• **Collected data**
-- Opening Marker --

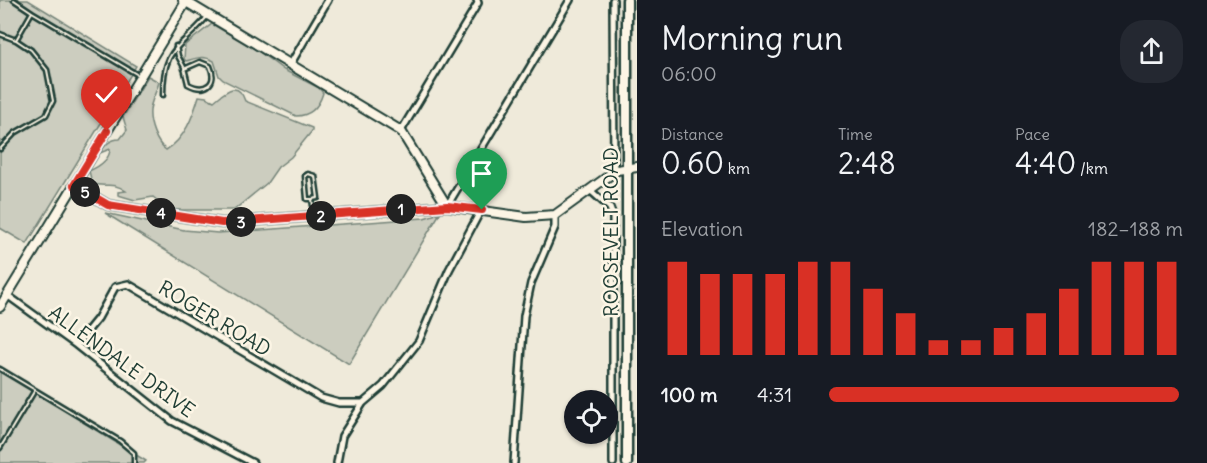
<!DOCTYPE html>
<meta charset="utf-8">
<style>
body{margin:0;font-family:Delius,sans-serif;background:#242831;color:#f1f3f6;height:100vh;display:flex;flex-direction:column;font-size:22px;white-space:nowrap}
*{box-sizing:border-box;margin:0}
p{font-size:20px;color:#9ea1a6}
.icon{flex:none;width:33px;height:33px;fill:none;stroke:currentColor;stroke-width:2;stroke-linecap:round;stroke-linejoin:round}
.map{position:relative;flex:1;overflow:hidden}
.details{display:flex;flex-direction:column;background:#171b24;width:570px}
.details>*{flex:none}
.controls{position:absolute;left:564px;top:390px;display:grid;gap:12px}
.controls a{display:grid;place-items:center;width:54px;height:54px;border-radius:50%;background:#171b24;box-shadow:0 2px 4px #0004;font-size:30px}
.pin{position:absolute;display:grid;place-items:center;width:51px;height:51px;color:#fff;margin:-62px -26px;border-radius:50% 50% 50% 0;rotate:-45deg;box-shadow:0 0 6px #0007}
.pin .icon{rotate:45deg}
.km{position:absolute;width:30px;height:30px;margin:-15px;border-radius:50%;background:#222;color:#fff;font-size:16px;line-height:30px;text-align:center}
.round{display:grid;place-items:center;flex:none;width:63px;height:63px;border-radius:24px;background:#242831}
.summary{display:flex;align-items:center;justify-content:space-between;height:102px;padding:0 24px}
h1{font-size:33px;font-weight:600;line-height:45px}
.metrics{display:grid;grid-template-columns:repeat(3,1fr);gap:9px;height:102px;padding:6px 24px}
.metrics div{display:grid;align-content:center}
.metrics b{font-size:30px;font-weight:600}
.metrics small{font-size:16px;font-weight:400}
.metrics p{font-size:16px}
.chart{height:168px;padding:12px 24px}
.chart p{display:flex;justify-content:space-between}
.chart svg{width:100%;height:108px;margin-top:6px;stroke:#d93025;stroke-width:6}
ul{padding:0 24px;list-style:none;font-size:20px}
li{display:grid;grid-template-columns:96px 72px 1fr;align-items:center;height:45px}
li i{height:15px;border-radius:8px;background:#d93025}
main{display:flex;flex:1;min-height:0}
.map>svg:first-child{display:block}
.green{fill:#cccdbf;stroke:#76857a;stroke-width:1.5}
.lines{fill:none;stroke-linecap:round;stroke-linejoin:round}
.lane-casing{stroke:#1f3d34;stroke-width:7}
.street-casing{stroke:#1f3d34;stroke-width:10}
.secondary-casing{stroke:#1f3d34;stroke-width:12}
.primary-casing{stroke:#1f3d34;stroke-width:13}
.lane{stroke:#fcf5e5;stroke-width:2}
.street{stroke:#fcf5e5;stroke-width:5}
.secondary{stroke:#fcf5e5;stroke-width:8}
.primary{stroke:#fcf5e5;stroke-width:8}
.route-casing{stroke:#fff;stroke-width:12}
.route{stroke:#d93025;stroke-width:8}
.labels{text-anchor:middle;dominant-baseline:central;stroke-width:5;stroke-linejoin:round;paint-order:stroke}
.street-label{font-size:20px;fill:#1f3d34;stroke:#fcf5e5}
</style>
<main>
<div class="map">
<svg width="637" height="463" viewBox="0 0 637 463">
<rect width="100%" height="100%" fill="#efeada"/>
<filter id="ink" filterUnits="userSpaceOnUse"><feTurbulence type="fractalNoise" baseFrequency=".0167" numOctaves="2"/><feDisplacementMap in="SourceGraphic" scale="12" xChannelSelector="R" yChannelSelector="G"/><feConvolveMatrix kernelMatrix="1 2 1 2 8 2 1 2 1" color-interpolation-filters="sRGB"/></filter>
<g filter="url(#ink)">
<path class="green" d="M0,0h28l108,66 -109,178 -27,-16z
M212,24l46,27 26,19 35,18 4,5c-4,13 -12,23 -27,23l-73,-36 -4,-4 -5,-15c-11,-6 -17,-3 -28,0l-2,-2 1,-14z
M148,76l11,6c-2,9 -9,20 -9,29 -1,12 6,32 16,39 19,-11 27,-34 33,-54l7,1 8,4c11,-9 24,-22 31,0l67,27v3l-21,26 -13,10 -11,16 -33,27h-57l-10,-2 -14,-11 -18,3 -17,-5v-3l8,-1c-15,-11 -21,-2 -34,-8l-3,-12c9,-4 21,-11 21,-22l-10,4c5,-8 10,-14 20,-14l7,-9 -4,-13z
M105,213l79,17 34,3 206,-15 16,-5 -91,151z
M0,371l146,90 -2,2h-144z"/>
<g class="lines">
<g class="lane-casing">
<path id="lane" d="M14,0l18,12 -16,28
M32,12l106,63
M0,34l16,6 15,10 16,20 6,31 -7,14 -31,18 -15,16
M176,46l2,10 6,11c1,6 3,12 4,17 17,9 30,0 22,-18l-10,-4 -16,7
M163,95c0,-49 16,-45 43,-77
M312,199l6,-1 -3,-22 -7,-2 -3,2 2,23h5l2,14
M0,369l35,21 -35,58
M35,390l85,51 14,12v10"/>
</g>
<g class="street-casing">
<path id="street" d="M613,0l1,172
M290,65l38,-65
M401,131l77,-128 -1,-3
M590,190l20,18 3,8v247
M447,206l123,-206
M7,295l69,50 96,76 81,42
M76,345l22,-27 17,-31 13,-3 193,114 18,5h24
M337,463l5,-27 21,-33 20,-17 36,-45 30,-71 32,-60
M514,463l10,-147 7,-33 24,-56v-12"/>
</g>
<g class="secondary-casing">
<path id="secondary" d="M183,0l218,131 46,75
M74,185l34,20 114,18 225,-17 79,11 29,-2 62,-45 20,-3
M0,307l187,-307"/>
</g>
<g class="primary-casing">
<path id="primary" d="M627,463v-463"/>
</g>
<use href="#lane" class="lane"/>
<use href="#street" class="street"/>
<use href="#secondary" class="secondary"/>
<use href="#primary" class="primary"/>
</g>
</g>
<g class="lines" filter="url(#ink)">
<g class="route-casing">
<path id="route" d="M107,131l-33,54 34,20 114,18 225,-17 35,4"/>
</g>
<use href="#route" class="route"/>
</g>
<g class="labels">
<g class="street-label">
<text transform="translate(610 232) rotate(-90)">ROOSEVELT ROAD</text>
<text transform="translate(215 318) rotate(31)">ROGER ROAD</text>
<text transform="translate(122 361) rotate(36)">ALLENDALE DRIVE</text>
</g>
</g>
</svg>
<div class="controls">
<a><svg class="icon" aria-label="locate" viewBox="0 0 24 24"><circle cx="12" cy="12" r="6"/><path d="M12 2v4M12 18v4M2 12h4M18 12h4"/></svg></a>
</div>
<div class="pin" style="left:482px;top:210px;background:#1e9e55"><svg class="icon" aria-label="arrive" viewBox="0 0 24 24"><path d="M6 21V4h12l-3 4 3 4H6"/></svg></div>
<div class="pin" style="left:107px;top:131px;background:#d93025"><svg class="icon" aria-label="check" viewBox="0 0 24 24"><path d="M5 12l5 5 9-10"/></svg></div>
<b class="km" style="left:401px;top:209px">1</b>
<b class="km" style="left:321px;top:216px">2</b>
<b class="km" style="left:241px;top:222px">3</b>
<b class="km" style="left:161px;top:213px">4</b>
<b class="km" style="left:85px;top:192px">5</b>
</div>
<section class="details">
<div class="summary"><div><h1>Morning run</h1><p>06:00</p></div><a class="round"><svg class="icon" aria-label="share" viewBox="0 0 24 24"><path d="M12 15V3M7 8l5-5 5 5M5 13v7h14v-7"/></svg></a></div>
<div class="metrics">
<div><p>Distance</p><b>0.60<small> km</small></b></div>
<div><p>Time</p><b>2:48</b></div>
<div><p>Pace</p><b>4:40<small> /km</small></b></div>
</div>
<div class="chart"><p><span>Elevation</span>182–188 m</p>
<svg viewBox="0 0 160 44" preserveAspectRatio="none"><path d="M5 44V6M15 44V11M25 44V11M35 44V11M45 44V6M55 44V6M65 44V17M75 44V27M85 44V38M95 44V38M105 44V33M115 44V27M125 44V17M135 44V6M145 44V6M155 44V6"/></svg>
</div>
<ul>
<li><b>100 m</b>4:31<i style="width:99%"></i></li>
</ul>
</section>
</main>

-- Closing Marker --

• **Exercise brief**
Find each line in the data above with the word "shadow", then copy it.

• **Solution to this problem**
.controls a{display:grid;place-items:center;width:54px;height:54px;border-radius:50%;background:#171b24;box-shadow:0 2px 4px #0004;font-size:30px}
.pin{position:absolute;display:grid;place-items:center;width:51px;height:51px;color:#fff;margin:-62px -26px;border-radius:50% 50% 50% 0;rotate:-45deg;box-shadow:0 0 6px #0007}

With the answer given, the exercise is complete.